Partly our issues are exacerbated by our unwillingness to use measures that are clear and tough. Often I read that a “Decile 2 school is performing at the level of a Decile 4 school.” This is nonsense. Why benchmark performance against Decile 4. If we were serious we would benchmark the Decile 2 school against a Decile 10 school and set out to address the gaps. Either that or we throw our hands in the air and give up on equitable outcomes.

Actually decile ratings don’t mean all that much in the middle range. There is a homogeneity about schools with low ratings and school with high ratings. Those in the middle are an amalgam often of New Zealand’s mix. A decile rating is an average so mix some factors that contribute to low ratings with those that contribute to high ratings and you have a middle rating.

There is only a small set of measures that will get us cracking and the metrics for them are simple.
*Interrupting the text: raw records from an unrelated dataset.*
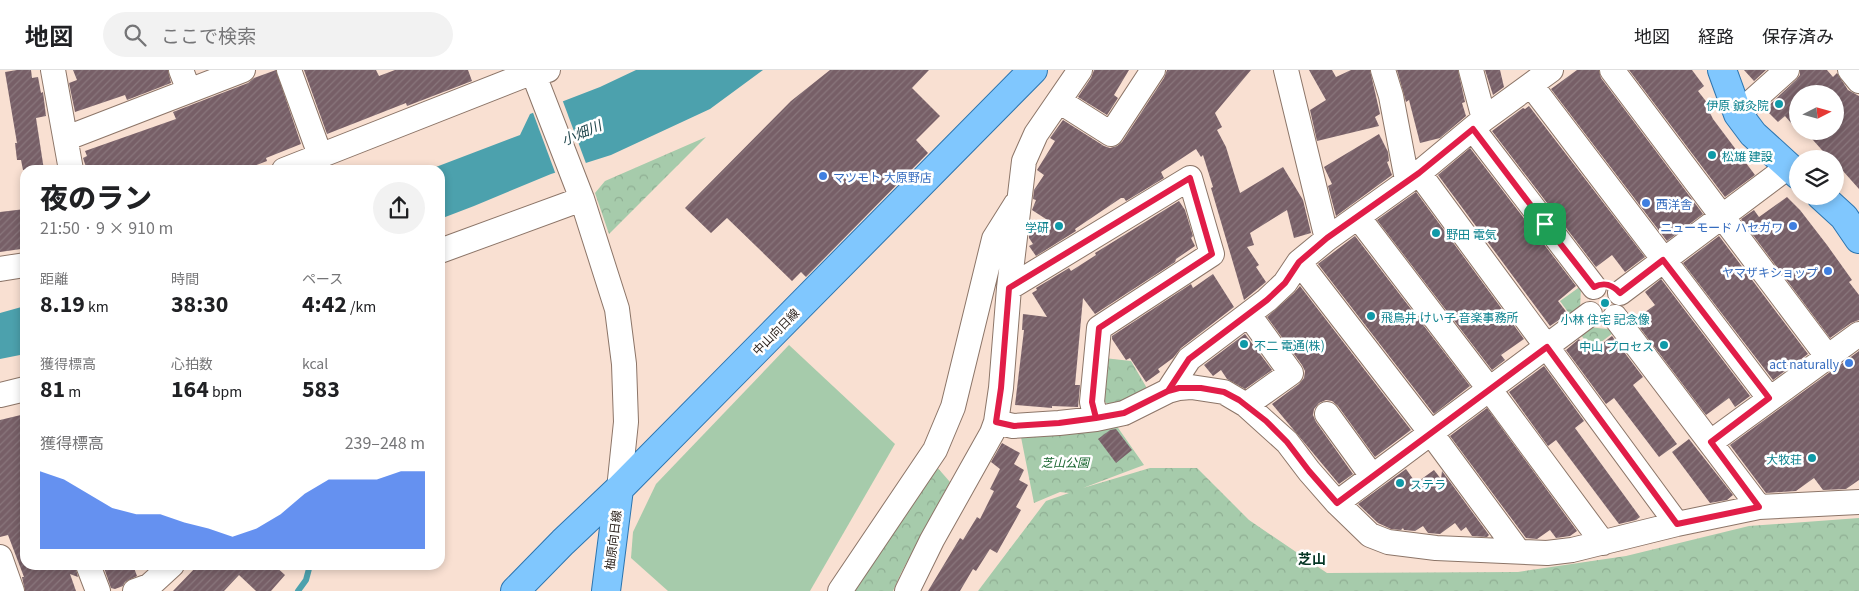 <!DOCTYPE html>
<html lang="ja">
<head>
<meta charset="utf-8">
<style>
  body { margin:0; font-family:Georgia,"Noto Sans JP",serif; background:#f2f2f2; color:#202124; height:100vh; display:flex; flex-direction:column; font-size:19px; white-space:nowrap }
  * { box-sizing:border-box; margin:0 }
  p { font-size:16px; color:#757577 }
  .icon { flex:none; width:28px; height:28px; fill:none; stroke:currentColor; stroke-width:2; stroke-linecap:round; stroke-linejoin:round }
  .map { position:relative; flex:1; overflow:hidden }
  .panel { position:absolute; left:20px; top:95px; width:425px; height:405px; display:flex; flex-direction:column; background:#fff; border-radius:15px; box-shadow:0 2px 8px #0003 }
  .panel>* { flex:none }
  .needle { width:32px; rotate:84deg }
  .controls { position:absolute; left:1789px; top:15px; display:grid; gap:10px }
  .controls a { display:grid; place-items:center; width:55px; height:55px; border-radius:50%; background:#fff; box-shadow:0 2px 8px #0003; font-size:25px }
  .pin { position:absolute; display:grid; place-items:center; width:42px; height:42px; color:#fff; margin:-21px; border-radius:10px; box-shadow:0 2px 8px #0006 }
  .round { display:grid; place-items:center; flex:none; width:52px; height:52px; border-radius:26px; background:#f2f2f2 }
  .head { display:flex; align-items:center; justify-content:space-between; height:85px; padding:0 20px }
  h1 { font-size:28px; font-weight:800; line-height:38px }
  .metrics { display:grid; grid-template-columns:repeat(3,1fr); gap:8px; height:85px; padding:5px 20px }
  .metrics div { display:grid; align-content:center }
  .metrics b { font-size:21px; font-weight:800 }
  .metrics small { font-size:14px; font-weight:400 }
  .metrics p { font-size:14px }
  .chart { height:140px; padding:10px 20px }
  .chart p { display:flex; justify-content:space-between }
  .chart svg { width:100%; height:90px; margin-top:5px; fill:#2563eb; opacity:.7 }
  header { display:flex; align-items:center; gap:30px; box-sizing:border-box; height:70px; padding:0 25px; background:#fff; border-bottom:1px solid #e0e0e0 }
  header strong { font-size:24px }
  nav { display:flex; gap:28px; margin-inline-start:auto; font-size:18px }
  .search { width:350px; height:45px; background:#f2f2f2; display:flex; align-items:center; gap:12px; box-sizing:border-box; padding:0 18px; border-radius:28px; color:#757577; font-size:19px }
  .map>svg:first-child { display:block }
</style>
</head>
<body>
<header>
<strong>地図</strong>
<div class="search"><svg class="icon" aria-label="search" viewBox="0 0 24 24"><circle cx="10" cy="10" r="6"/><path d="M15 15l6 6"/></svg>ここで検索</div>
<nav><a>地図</a><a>経路</a><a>保存済み</a></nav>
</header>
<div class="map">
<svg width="1859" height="521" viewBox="0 0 1859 521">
  <defs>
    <pattern id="forest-crowns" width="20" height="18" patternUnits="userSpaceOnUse" patternTransform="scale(1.25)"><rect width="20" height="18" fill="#a6cbab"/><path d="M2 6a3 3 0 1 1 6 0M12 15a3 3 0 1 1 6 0" fill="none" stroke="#8fae93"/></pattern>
    <pattern id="building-hatch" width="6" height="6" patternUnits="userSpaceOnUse" patternTransform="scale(1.25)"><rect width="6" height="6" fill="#775f67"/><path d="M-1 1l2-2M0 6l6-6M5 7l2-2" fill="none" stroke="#89767c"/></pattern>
  </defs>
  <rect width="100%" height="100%" fill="#f9e0d2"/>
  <path fill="#a6cbab" d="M789,275l106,99 -85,147h-142l-37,-33 2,-26 23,-48z"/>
  <path fill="url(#forest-crowns)" d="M706,67l-97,97 -14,-41 10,-12z
    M1581,216l-1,25 -7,8 -13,-18z
    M1588,257l29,3 -25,19 -12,-15z
    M1104,288l27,3 17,29 -38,16 -10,-8z
    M1114,352l30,43 -61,23 67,-20h47l52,52 78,53 191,-1 108,-16 123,-30 110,-8v73h-881l68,-90 23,-8 -9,-1 -26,11 -14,-71z
    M936,396l14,16 -49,91 -8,18h-44z"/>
  <path fill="#4ca1ad" d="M636,0h127l-53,39 -99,46 -60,19 -77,32 -34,13v-49h-12l92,-35 10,-21 70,-27z
    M25,236v48l-25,5v-46z"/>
  <path fill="#f9e0d2" d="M562,29l25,67 -31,9 -24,-65z"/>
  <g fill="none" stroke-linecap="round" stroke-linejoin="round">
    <path stroke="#4ca1ad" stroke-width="6" d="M298,521l8,-11 4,-15"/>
  </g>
  <path fill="url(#building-hatch)" d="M17,0h14l1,8 6,-1 3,16 2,-1 3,24 -10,2 8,52h-21l-2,-10h-4l-2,-17h2l-12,-71z
    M73,0h95l3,13 -44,17 -2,-5 -50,17 -6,-29 8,-3z
    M276,0l25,74 -35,14 1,3 -24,9h-156l-4,-12 4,-2 -2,-5 91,-32 -3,-7 75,-29 6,-5z
    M304,0h72l3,6 16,-6h73l4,11 -65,25 -1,-3 -79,31z
    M830,0h99l-17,18 28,28 -24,24 12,13 -122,124 -5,-5 -9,9 -65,-63 -16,15 -26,-25 106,-107z
    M1094,0h35l-15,25 4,3 -11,17 -29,-18 13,-19z
    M1167,0h84l-36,43 7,14 -5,3 9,17 14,46 43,-26 20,33 8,33 -17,5 -7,-28 -37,23 4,12 -7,2 12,18 -3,2 10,15 -22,18 -33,-112 2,-1 -10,-32 -2,2 -5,-8 -35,23 3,6 -38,23 -2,-3h-3l-46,31 1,2 -40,25 -7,-10 4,-2 -4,-6v-3l20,-14 -17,-11 4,-10 -3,-1 1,-9 10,-15 -7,-5 18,-29 -5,-3 13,-18 41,26 6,2 7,-2 5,-4 42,-64z
    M1309,0h23l4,7 15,-7h19l10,44 -5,3 4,9 -62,15 -7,-31 16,-10z
    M1397,0h61l7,32 -3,1 4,13 -26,22 -20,5 -11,-43 -3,2z
    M1485,0h15l4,17 -11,8z
    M1577,0h22l2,8 102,136 -36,27 -116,-152z
    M1629,0h63l12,16 -6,5 14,18 -3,2 4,8 42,56 -30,22z
    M1744,0h22l-12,11z
    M1800,0h27l6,7 4,-4 11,17 11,6v93l-24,-27v-3l-5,-2 -1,1 -24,-27h30v-37h-13l-5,-6 -7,6h-12v37l-13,-15 -7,6 -13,-13 31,-29 4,-5z
    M1529,36l116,151 -20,15 -13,-17 -16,12 -104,-136 31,-23 2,1z
    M1379,64l9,18 1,9 -2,1 5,13 -56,41 -8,-30 4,-2 -8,-17z
    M1470,78l106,138 -18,15 10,13 -18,12 -112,-151z
    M1416,122l108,147 -23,16 4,5 -13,10 -115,-150z
    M1787,127l13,13 27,35 25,35 -3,2 10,13v25l-8,3 -21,15 -89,-119 13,-9 5,7z
    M1179,131l6,9 8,26 -2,2 4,8 -19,13 -1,3 -80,52 -12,-16 -8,87h5l-2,22 -26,-1v2l-37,-3 9,-75h-2l1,-16 24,3 -15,-24 5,-3 -1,-2 33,-20 2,3 25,-16 -1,-2 13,-8z
    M25,139v36l-5,1 1,3 -21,3v-40z
    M1355,166l115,150 -36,28 -116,-150z
    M1719,166l89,118 -35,26 -90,-117z
    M1213,204l21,33 -53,41 -8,10 -15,11 2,3 -14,10 -16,-24 -4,2 -14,-21v-3l79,-52 2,4z
    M1661,209l89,117 -15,11 -6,-9 -23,17 -72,-95 21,-15 -10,-13z
    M1300,216l111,144 -36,27 -37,-51 -6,-5 -6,-1 -7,3 -5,6 -1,6 3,7 37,52 -14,10 -67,-80 27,-20 5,-6 1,-7 -3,-6 -35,-48 27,-24z
    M1245,264l27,36 -27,19 -18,-10 -6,-9 -8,6 -9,-11z
    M1612,266l31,41 -10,8 44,59 -18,13 -45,-59 -8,6 -40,-54 13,-11 11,14z
    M1859,281v129l-13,9 -23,1 -9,-12 -18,13 -30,2 -36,-48z
    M1544,296l40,55 -9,7 65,89 -4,3 -17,4 -63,-84 -8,6 -39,-54z
    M1487,338l90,123 -7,5 -14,2 -6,-8 -13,9 -11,-1 -76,-102z
    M25,344v151h50l3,12 -8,-3 6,17h-51l-3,-14h2l-16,-42 -8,2v-117z
    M1116,359l16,21 -16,13 -18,-24 12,-9z
    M1689,369l44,56 -6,5 -17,3 -38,-51z
    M1002,373l18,10 -6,11 10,6 -5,10 9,5 -12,22 5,3 -24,43 -7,-4 -14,22 -3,-2 -13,22h-32l32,-53 3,2 14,-23 3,2 14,-28 -4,-2 10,-20 -9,-7z
    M1406,399l10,14 18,-13 7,9 1,-8 47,64 -2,2 -15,-1 -6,-9 -5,4 -6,-8 -15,11 -12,-1 -5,-7 -8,5 -11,-1 -1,-2 -2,2 -10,-1 -13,-6 -20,-19z
    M103,495h30l4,11 -12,6 -2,4 -8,3 -4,-1z
    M198,495h76l11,10 -14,16h-15l-17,-16 -15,16h-51z"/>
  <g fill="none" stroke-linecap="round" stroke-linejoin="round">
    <defs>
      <path id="minor" d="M53,0l18,100
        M181,0l8,21
        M289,0l31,85
        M532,0l50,129 35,110 7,55 2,58 -7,67
        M1286,0l41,169
        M1383,0l8,26 16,84
        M1471,0l13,49
        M1612,0l215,286
        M1850,0l9,11
        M1531,15l238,313
        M1059,31l52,33 42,-64
        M1738,44l49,-44
        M1473,59l121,158
        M67,68l176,-68
        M284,100l249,-98 15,-2
        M1419,103l258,351
        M1358,147l132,173 113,153
        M440,181l142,-52
        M1299,192l132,171 87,118
        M0,199l25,-4
        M1009,218l181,-110 22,76 -113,74 -7,74 4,17
        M1620,223l168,-126
        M1615,247l144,190
        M1168,321l21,-32 78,-59 18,-17 14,-21 28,-23 92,-66 65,-54 67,-49
        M0,325l25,-6
        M1246,335l45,-32 -42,-58
        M1327,344l45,62
        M996,352l17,4 46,-3 37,-4 28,-6 44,-22 11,-3 12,-1 33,5 22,13 41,37 22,29 28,32 33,32 18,7 48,6 111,5 25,-3 105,-26 82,-17 100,-5
        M1711,372l148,-108
        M1337,433l253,-189
        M0,487l12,34
        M88,495l10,26
        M135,521l14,-5 23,-21
        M840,521l95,-141 18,-43 41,-168 22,-35
        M907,521l25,-51 60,-107 4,-11 5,-34 8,-100 15,-127 12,-27 44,-64"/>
      <path id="major" d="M1722,0l16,44 15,20 45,41
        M1821,126l23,21 15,22
        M515,521l48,-49 56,-53 414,-419
        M606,521l13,-102"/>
    </defs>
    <use href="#minor" stroke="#8c7568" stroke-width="26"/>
    <use href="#major" stroke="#2c75b0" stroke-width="30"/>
    <use href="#minor" stroke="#fff" stroke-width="24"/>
    <use href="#major" stroke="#80c7fe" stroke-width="28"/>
  </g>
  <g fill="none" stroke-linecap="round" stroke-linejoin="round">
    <defs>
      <path id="route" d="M1545,154l-72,-95 -54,44 -92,65 -28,24 -14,21 -18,17 -78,59 -21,32 -44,22 -28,5 -37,5 -45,3 -18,-4 5,-34 8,-100 181,-110 22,76 -113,74 -7,74 4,16 28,-5 44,-22 11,-3h22l23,4 15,8 27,21 21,21 22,29 28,32 210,-156 130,177 82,-17 -48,-65 58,-44 -106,-138 -43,33c-8,-9 -16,-11 -26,-6l-49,-63"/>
    </defs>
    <use href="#route" stroke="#fff" stroke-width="10"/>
    <use href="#route" stroke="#e11d48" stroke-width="6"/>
  </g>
  <g fill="#0f9aa8" stroke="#fff" stroke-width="2">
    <circle cx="1779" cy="34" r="5"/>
    <circle cx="1712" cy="85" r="5"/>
    <circle cx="1059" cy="156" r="5"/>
    <circle cx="1436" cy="163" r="5"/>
    <circle cx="1605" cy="233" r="5"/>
    <circle cx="1371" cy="246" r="5"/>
    <circle cx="1244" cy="274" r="5"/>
    <circle cx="1664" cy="275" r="5"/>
    <circle cx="1812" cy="388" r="5"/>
    <circle cx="1400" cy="413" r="5"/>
  </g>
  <g fill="#3f7fe0" stroke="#fff" stroke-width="2">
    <circle cx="823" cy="106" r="5"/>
    <circle cx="1646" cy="133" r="5"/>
    <circle cx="1793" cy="156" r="5"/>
    <circle cx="1828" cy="201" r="5"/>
    <circle cx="1849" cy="293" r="5"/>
  </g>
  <g text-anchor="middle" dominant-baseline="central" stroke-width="5" stroke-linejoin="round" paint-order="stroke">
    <g font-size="12" fill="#0d838f" stroke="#fff" text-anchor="start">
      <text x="1769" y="34" text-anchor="end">伊原 鍼灸院</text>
      <text x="1722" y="85">松雄 建設</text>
      <text x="1049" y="156" text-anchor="end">学研</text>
      <text x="1446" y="163">野田 電気</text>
      <text x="1381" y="246">飛鳥井 けい子 音楽事務所</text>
      <text x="1605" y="248" text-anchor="middle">小林 住宅 記念像</text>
      <text x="1254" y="274">不二 電通(株)</text>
      <text x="1654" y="275" text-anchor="end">中山 プロセス</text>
      <text x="1802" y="388" text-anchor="end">大牧荘</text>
      <text x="1410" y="413">ステラ</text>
    </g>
    <g font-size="12" fill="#366cbe" stroke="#fff" text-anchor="end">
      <text x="833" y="106" text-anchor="start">マツモト 大原野店</text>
      <text x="1656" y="133" text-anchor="start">西洋舎</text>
      <text x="1783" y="156">ニューモード ハセガワ</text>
      <text x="1818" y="201">ヤマザキショップ</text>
      <text x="1839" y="293">act naturally</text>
    </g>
    <g font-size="12" fill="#2d241f" stroke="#fff">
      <text transform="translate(775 261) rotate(-45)">中山向日線</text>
      <text transform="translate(612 470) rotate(-83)">柚原向日線</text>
    </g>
    <g font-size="12" font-style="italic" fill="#15632c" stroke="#fff">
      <text x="1065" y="391">芝山公園</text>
    </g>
    <g font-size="14" font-style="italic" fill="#1f464c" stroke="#fff">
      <text transform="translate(581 62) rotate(-23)">小畑川</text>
    </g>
    <g font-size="14" font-weight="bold" fill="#043625" stroke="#fff">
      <text x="1312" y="488">芝山</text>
    </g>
  </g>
</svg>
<div class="controls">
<a><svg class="needle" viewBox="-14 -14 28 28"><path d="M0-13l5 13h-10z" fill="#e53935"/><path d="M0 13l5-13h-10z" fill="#757577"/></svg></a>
<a><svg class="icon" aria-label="layers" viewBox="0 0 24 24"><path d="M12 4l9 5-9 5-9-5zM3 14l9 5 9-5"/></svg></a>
</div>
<div class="pin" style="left:1545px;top:154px;background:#1e9e55"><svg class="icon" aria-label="arrive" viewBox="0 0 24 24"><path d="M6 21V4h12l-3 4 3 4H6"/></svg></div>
<section class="panel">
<div class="head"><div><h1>夜のラン</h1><p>21:50 · 9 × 910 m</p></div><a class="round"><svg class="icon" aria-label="share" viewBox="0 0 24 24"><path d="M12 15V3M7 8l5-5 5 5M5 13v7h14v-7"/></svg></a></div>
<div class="metrics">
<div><p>距離</p><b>8.19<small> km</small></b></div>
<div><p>時間</p><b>38:30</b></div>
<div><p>ペース</p><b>4:42<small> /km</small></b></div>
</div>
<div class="metrics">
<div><p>獲得標高</p><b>81<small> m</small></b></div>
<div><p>心拍数</p><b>164<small> bpm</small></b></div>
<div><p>kcal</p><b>583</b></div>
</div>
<div class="chart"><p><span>獲得標高</span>239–248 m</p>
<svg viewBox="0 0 160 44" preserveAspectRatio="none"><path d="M0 44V6L10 10L20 17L30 24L40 27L50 27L60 31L70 34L80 38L90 34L100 27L110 17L120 10L130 10L140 10L150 6L160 6V44z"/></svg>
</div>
</section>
</div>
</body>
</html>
Participation – get them in. Universal means universal so there must be 100% access to and participation in early childhood education, primary and secondary schooling with no loss in the cohort. If 100 students are born, 100 should be in ECE and 100 should come out of secondary school. In fact with immigration the numbers should probably increase. Access and disengagement are the issues to tackle here.

Retention – keeping them there. This is the big issue. Students simply have to be engaged if they are to succeed. Schools are no use to an absent student. So really putting place tracking and monitoring, programmes that engage all students, doing something meaningful about truancy, proving additional support to families and to school to deal with the intrusive non-educational issues. An education system that fails to retain students isn’t simply doing a poor job, it’s not getting a chance to do any job with those students.

Success – getting them through. This means meaningful qualifications. The emergence of NCEA Level 2 and the school leaving qualification is a good development. I came across a view recently that wondered if NCEA Level 2 was “too hard to ask!”.   Well, heaven preserve us. NCEA Level 2 will not put a man on the moon nor will it win a Nobel. But it is a critical staging post on the way to somewhere positive and rewarding. So the issues here are multiple pathways (different students need different tracks to success), accountability measures (that make the gaining of meaningful qualifications not only a measure of success for the student but also the mark of success for the institution) and a greater focus on real qualifications.

These three simple measures require complex responses. Otherwise the statistics of the unemployed will need to be differentiated – the unemployed and the unemployable.